[PATCH] D13107: Support for function summary index bitcode sections and files. Includes bitcode reader/writer support for these sections, and support for creation of combined index files.

Teresa Johnson via llvm-commits llvm-commits at lists.llvm.org
Sat Oct 3 08:20:34 PDT 2015


On Wed, Sep 30, 2015 at 10:33 PM, Mehdi AMINI <mehdi.amini at apple.com> wrote:
> joker.eph added a comment.
>
> Hi Teresa,
>
> Please find some inline comments below.
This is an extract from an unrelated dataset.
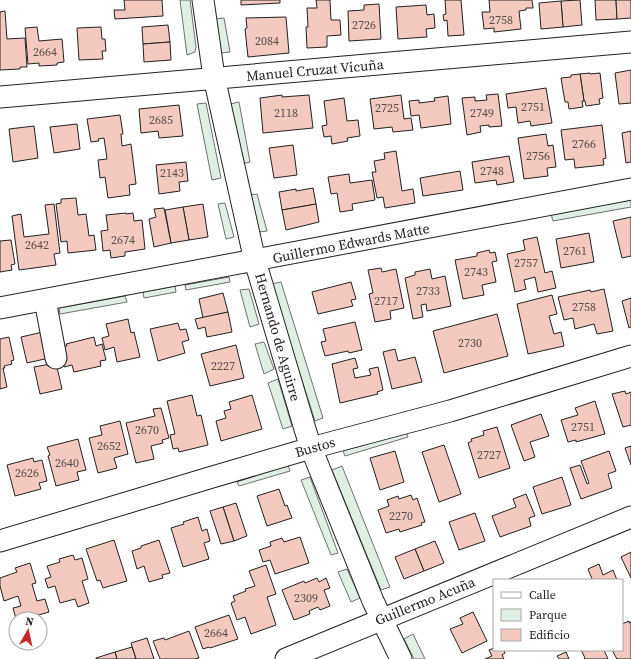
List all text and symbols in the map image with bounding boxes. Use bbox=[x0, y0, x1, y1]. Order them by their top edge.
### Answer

I had some minor naming suggestion, but more important is the ownership of some object instantiation.

Thanks for the thorough review! I think I have addressed all of your
suggestions and concerns. Responses below. New patch being uploaded
shortly.

>
>
> ================
> Comment at: include/llvm/Bitcode/BitcodeWriterPass.h:54
> @@ -51,1 +53,3 @@
> +      : OS(OS), ShouldPreserveUseListOrder(ShouldPreserveUseListOrder),
> +        EmitThinLTOIndex(EmitThinLTOIndex) {}
>
> ----------------
> Rename //ThinLTO// with //FunctionSummary// to be coherent with the rest like //hasFunctionSummary()// for instance?
>
> I think there are multiple places (not to say everywhere) where //ThinLTO// could be replaced with something more generic like //FunctionSummary//.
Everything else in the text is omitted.